[PATCH v2] user32: In menu.c converted all tabs to spaces

Michael Stefaniuc mstefani at redhat.com
Thu Feb 2 05:36:07 CST 2017


On 02/02/2017 11:12 AM, Fabian Maurer wrote:
> On Thursday, February 2, 2017 9:30:49 AM CET Michael Stefaniuc wrote:
>> sorry, but this is just change noise.
>>
>> You can do the TAB to SPACE changes en passant when modifying the
>> respective lines.
>> Probably the only valid exception is when the indentation of the code is
>> visibly messed up. But that's not the case here.
> 
> Well, there's really a lot of tab and space mixing,  it's a lot cleaner to use 
> a consistent style.
Right, for new code.

But how is that a problem for old code? The code displays normally thus
it isn't an issue for the human reader.
While it is visible in a diff it is most of the time just an off by one.
And a hint to clean up the TABs in the modified lines.

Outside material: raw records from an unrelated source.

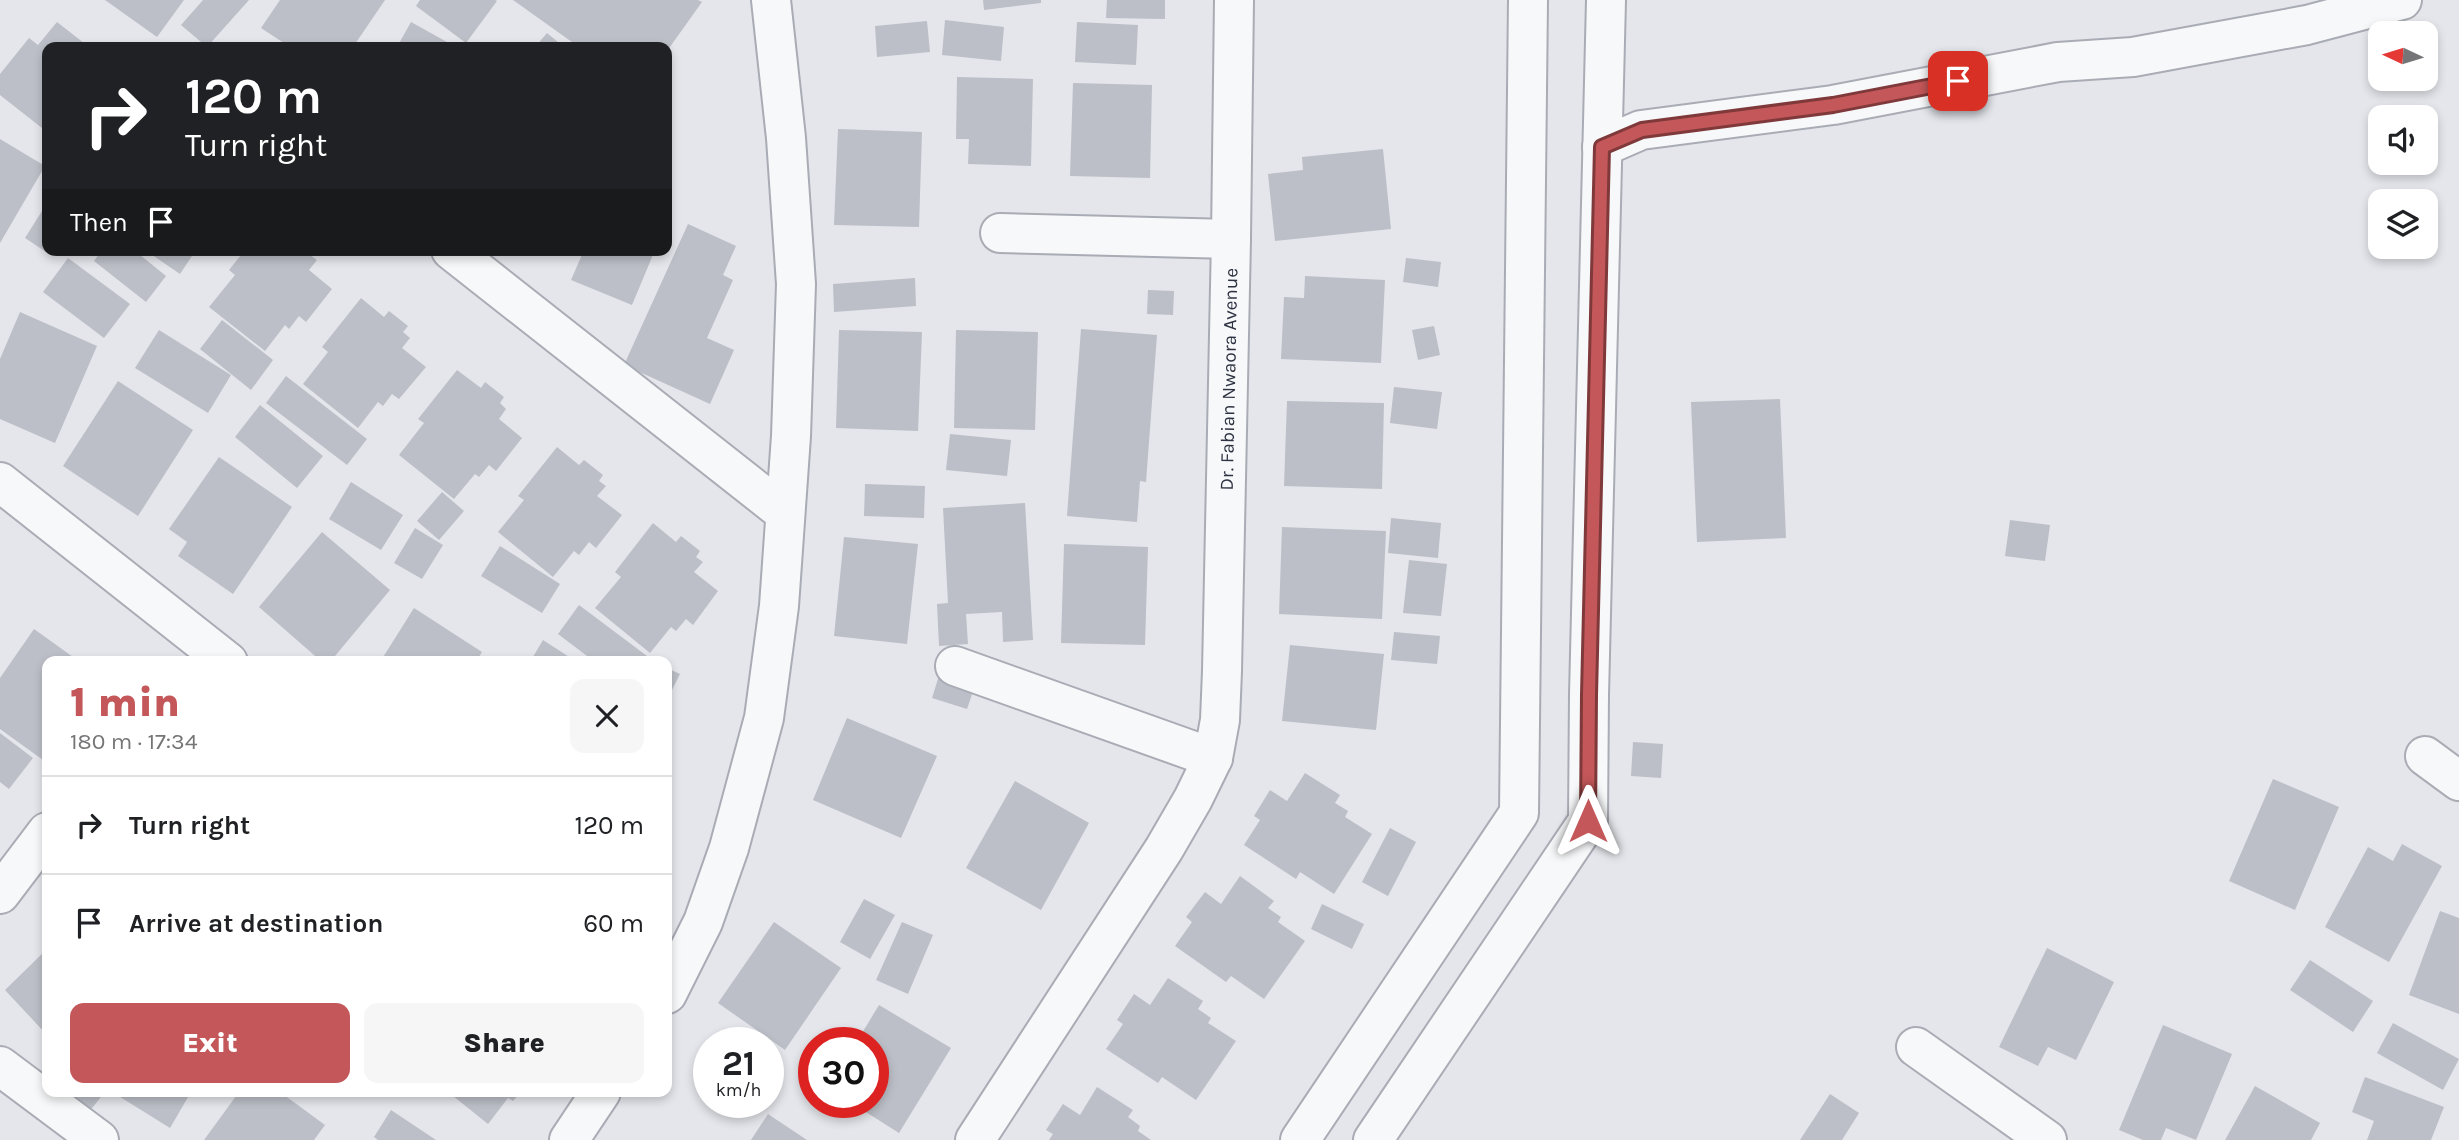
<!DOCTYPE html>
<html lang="en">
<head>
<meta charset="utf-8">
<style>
	:root { --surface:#fff; --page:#f6f6f6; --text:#202124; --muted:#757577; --line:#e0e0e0; --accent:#c35759 }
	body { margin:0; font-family:Karla,sans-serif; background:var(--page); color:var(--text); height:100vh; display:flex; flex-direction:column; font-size:26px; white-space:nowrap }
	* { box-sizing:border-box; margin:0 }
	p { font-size:23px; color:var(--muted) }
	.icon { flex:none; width:38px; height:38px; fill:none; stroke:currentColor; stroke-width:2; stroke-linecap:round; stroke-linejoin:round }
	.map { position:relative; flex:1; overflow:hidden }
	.drawer { position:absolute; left:42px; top:656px; width:630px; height:441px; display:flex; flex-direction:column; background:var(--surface); border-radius:14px; box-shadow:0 4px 10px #0003 }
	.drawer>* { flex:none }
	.hud { position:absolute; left:42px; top:42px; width:630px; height:214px; border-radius:14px; box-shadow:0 4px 10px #0003; background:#202124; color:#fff; overflow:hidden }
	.needle { width:46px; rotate:274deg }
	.tools { position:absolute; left:2368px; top:21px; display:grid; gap:14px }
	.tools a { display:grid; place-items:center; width:70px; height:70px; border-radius:14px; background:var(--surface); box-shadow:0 4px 10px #0003; font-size:35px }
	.speed { position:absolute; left:693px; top:1027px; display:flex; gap:14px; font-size:35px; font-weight:700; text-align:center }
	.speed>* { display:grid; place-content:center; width:91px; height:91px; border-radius:50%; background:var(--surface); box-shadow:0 4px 10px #0003; line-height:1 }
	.speed small { font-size:18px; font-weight:400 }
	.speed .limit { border:10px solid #d22; background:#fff; color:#111 }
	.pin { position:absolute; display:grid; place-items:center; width:60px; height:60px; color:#fff; margin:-30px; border-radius:14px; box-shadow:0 4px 10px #0006 }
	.me { position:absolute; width:77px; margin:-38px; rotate:0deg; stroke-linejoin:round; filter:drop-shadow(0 0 5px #0008) }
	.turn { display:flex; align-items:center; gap:24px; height:147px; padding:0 28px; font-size:32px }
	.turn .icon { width:91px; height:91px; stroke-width:2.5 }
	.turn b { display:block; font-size:49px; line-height:60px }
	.then { display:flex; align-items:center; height:66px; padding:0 28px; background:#0003; gap:14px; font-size:26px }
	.round { display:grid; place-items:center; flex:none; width:74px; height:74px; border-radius:14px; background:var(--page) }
	.summary { display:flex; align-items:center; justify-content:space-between; height:119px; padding:0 28px }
	h1 { font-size:42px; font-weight:800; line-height:52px; color:var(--accent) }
	.button { display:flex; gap:14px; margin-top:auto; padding:14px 28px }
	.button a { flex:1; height:80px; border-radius:14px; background:var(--accent); color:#fff; font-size:28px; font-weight:800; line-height:80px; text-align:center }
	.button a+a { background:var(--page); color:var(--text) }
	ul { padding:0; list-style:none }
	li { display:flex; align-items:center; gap:21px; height:98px; padding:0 28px; border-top:2px solid var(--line) }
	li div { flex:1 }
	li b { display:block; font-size:26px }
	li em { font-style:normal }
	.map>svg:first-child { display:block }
</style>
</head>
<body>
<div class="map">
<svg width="2459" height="1140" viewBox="0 0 2459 1140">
	<rect width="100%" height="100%" fill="#e4e6eb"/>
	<path fill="#bcbfc7" d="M105,0H184L157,37Z
		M203,0H249L207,47L181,25Z
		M280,0H385L353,47H290L261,28Z
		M420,0H495L497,1L466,43L416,6Z
		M513,0H698L702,2L667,51V47H579Z
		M983,0H1041V3L984,10Z
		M1107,0H1165V19L1106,18Z
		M945,20L1004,27L1001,61L942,55Z
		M927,21L930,52L877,57L875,26Z
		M57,22L89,47H47V132L0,95V74L29,38L38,45Z
		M411,22L456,47H397Z
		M1077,22L1138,25L1136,65L1075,62Z
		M547,33L564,47H535Z
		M957,77L1033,79L1031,166L968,164L969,139H956Z
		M1073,83L1152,85L1150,178L1070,176Z
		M838,129L922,132L919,227L834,225Z
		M0,139L45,166L0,243Z
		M1383,149L1391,229L1275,241L1268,174L1303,170L1302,157Z
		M47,203V250H55L52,256L25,238Z
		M688,224L736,246L723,275L733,280L707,338L734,350L710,404L624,365Z
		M102,250H134L166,276L146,302L94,261Z
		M145,250H196L180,274Z
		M245,250H314L310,255L317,260L309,270L332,289L306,322L299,316L289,329L285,325L265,351L209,307L235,275L229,270Z
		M584,250H655L632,305L571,280Z
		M68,258L130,304L104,338L43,292Z
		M1406,258L1441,262L1438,287L1403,282Z
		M1305,276L1385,280L1381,363L1281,359L1284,297L1304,298Z
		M915,278L916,306L834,312L833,284Z
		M1148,290L1174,291L1173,315L1147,314Z
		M361,298L384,317L389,311L408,326L403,332L410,338L402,348L426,367L399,399L392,394L383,406L378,402L358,428L303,384L328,352L322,347Z
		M20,312L97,346L55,443L0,419V359Z
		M222,320L273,360L251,390L200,349Z
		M1434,326L1440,355L1418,360L1412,330Z
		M1081,329L1157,335L1146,482L1140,481L1137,522L1067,516Z
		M159,330L231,375L208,413L135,368Z
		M839,330L922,332L918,431L836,428Z
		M956,330L1038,332L1035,430L954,428Z
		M457,370L481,388L485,382L504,397L500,403L506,409L499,419L522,438L496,471L489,465L479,477L475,474L454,499L399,455L424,423L418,419Z
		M286,376L367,439L347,465L266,403Z
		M118,381L193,430L138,516L63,466Z
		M1394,387L1442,392L1437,429L1390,423Z
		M1780,399L1786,538L1697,542L1691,402Z
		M1287,401L1384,403L1382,489L1284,486Z
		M260,405L323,456L297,488L235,437Z
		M950,434L1011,440L1007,476L946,470Z
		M557,447L579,465L584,460L603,475L599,481L606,486L597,496L622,515L596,548L589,542L579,555L574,551L553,577L498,532L524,500L518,496Z
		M219,457L292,507L233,594L178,556L187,542L169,529Z
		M351,482L403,515L381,550L329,519Z
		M865,484L925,486L924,518L864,516Z
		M442,492L464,511L439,540L417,521Z
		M1025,503L1033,640L1003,642L1002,612L966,614L968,644L939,646L937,604L948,603L943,508Z
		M1391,518L1441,523L1438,558L1388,553Z
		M2010,520L2050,525L2045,561L2005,556Z
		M653,523L676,542L681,536L700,551L696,557L703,562L694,572L718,591L693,625L686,619L676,631L671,627L650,653L595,608L621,577L615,572Z
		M1282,527L1386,531L1382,619L1279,614Z
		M415,528L443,545L422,579L394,563Z
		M322,532L390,590L330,662H322L259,607Z
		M844,537L918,544L907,644L834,636Z
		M1064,544L1148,547L1145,645L1061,643Z
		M500,546L560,584L542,613L481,576Z
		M1409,560L1447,564L1441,616L1403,613Z
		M579,605L655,662H595L558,634Z
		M414,608L482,652L476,662H380Z
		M34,629L80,662H47V753L43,760L0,729V678Z
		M1394,632L1440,636L1437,664L1391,660Z
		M543,640L577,662H530Z
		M1290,645L1384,654L1376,730L1282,721Z
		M942,666L978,677L967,709L932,698Z
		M667,668L680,674L667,700Z
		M847,718L937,756L901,838L813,800Z
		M0,733L33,758L9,789L0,782Z
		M1633,742L1663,744L1661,778L1631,776Z
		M1305,773L1340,795L1335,803L1348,811L1345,817L1372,834L1334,894L1300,872L1296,879L1244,845L1260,820L1254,816L1270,790L1287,801Z
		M2273,779L2339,807L2295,910L2229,881Z
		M1015,781L1089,823L1041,910L966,868Z
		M1390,828L1416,842L1388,896L1362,882Z
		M2402,844L2442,866L2389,962L2325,927L2368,847L2393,861Z
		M1240,876L1274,901L1268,908L1281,917L1278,922L1305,941L1264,999L1231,976L1226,982L1175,946L1192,922L1186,917L1205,892L1221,904Z
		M864,899L895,915L870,959L840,942Z
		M1322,904L1364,924L1352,949L1311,929Z
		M2440,911L2459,918V1014L2409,995Z
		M774,922L841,968L785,1050L718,1003Z
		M902,922L933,935L908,994L876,980Z
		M2047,948L2114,982L2076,1060L2048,1047L2038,1066L1999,1047Z
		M47,949V1035L5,990Z
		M2310,960L2373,1001L2353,1032L2290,990Z
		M1168,978L1203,1001L1198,1009L1211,1018L1208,1023L1236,1041L1196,1100L1162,1077L1158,1083L1106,1049L1123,1024L1117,1020L1134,994L1150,1005Z
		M879,1005L951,1048L899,1133L850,1102H873V1043H856Z
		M2393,1023L2459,1059L2443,1090L2377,1053Z
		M2163,1025L2232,1054L2196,1140L2166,1128L2161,1140H2143L2119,1130Z
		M2365,1077L2444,1107L2431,1140H2367L2374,1121L2352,1112Z
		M2255,1086L2320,1123L2311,1140H2225Z
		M1097,1087L1133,1110L1128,1117L1140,1126L1138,1131L1151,1140H1049L1053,1134L1046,1130L1063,1104L1080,1115Z
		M66,1092H105L88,1113Z
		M119,1092H191L170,1128L117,1095Z
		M239,1092H280L325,1125L314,1140H204Z
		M448,1092H521L513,1101L508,1098L488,1124Z
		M1830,1094L1859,1113L1842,1140H1800Z
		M391,1110L436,1140H378L374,1137Z
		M768,1114L807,1140H751Z"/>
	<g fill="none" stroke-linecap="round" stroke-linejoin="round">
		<defs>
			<g id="minor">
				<path d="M1602,147L1641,130L1833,105L2058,62L2133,57L2307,25L2402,0"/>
				<path d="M1000,233L1231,239"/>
				<path d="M451,250L785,513"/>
				<path d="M0,482L228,662"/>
				<path d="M955,666L1213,758"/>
				<path d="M2425,756L2459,781"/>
				<path d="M0,894L47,832"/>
				<path d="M667,994L703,922L729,848L764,718L779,606L791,436L796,284L786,138L771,0"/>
				<path d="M1916,1047L2047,1140"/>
				<path d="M0,1066L99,1140"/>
				<path d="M569,1140L601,1092"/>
				<path id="s1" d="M975,1140L1164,849L1193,799L1213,758L1220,720L1222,671L1231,239L1234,0"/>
				<path d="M1300,1140L1519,813L1528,0"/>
				<path d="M1373,1140L1588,821L1589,695L1606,0"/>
			</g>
		</defs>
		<use href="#minor" stroke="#a9acb5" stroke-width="42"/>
		<use href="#minor" stroke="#f7f8f9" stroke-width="38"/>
	</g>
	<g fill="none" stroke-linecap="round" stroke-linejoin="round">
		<defs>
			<path id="route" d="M1588,821L1589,695L1602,147L1642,130L1833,105L1958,81"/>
		</defs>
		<use href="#route" stroke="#7f393a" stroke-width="18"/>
		<use href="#route" stroke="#c35759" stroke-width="12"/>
	</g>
	<g text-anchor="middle" stroke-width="7" stroke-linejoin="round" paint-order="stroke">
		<g font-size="19" fill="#2d3242" stroke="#f4f5f8">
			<text dy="7" stroke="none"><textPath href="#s1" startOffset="830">Dr. Fabian Nwaora Avenue</textPath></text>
		</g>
	</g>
</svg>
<div class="tools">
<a><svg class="needle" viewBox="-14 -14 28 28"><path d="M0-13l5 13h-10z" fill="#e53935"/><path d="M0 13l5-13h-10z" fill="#757577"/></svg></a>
<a><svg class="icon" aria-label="sound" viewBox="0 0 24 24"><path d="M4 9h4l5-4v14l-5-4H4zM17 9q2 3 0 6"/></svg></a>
<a><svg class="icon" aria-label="layers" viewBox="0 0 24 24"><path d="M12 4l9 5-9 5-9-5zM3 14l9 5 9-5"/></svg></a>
</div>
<div class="speed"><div>21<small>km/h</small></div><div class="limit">30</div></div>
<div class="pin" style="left:1958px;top:81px;background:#d93025"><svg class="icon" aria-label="arrive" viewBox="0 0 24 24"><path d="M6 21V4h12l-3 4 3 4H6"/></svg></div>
<svg class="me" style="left:1588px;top:821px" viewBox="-20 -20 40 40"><path d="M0-17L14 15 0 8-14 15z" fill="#c35759" stroke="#fff" stroke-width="4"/></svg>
<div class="hud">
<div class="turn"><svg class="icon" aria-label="right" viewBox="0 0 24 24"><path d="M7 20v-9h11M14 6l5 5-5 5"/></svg><div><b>120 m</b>Turn right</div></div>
<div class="then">Then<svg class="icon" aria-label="arrive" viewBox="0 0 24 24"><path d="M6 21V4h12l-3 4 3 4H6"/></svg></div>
</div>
<section class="drawer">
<div class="summary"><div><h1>1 min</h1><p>180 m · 17:34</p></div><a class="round"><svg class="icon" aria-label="close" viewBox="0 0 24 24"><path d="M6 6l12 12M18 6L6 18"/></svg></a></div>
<ul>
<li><svg class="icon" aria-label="right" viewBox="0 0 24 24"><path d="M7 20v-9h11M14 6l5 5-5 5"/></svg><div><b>Turn right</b></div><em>120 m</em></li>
<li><svg class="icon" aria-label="arrive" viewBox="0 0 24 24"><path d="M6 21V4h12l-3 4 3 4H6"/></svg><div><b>Arrive at destination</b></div><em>60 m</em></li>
</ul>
<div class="button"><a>Exit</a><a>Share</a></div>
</section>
</div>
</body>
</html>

Now to the downside of such massive cleanups:

- Time to create and submit this patches. Can be probably ignored; it's
open source volunteer work so everyone is free to spend his/her time at
will.

- Time to review the patches. This is a bottleneck.

- It makes it harder and slower for humans *and* machines to track code
history. This is the most important reason.

* Time wasted with git blame backtracking where the change came from.
Using -w is not a good default option as there might be relevant
whitespace changes when the indentation level changes, e.g. code moving
in or out of an if block.

* Conflicts when cherry-picking patches for Stable.

* Conflicts when rebasing Staging patches.

Those aren't hard problems for a human but they waste unnecessary time
of volunteers.

Two machine use cases of git blame that get harder:
* git deps (https://github.com/aspiers/git-deps). I use it extensively
for Stable. Such a big patch as a dependency can make all the difference
in git deps finishing in seconds or at most a few minutes to 1+ hours.
The length of the generated dependency list plays also a small role in
deciding if a patch is a Stable candidate.

* PVS-Studio defect reports. PVS-Studio is a commercial software and the
vendor has run the scan and provided us the log. They do that for free
so we didn't want to waste their time asking for frequent reruns. So
I've used git blame in a script to track the movement of the line number
of defects. That allowed both Nikolay and me to fix a lot more defects.
Also when git blame marked a line as modified I could review it and mark
it as solved.


So this is the reason why Wine has a policy to disallow massive style
changes. Very little benefit, but significant costs.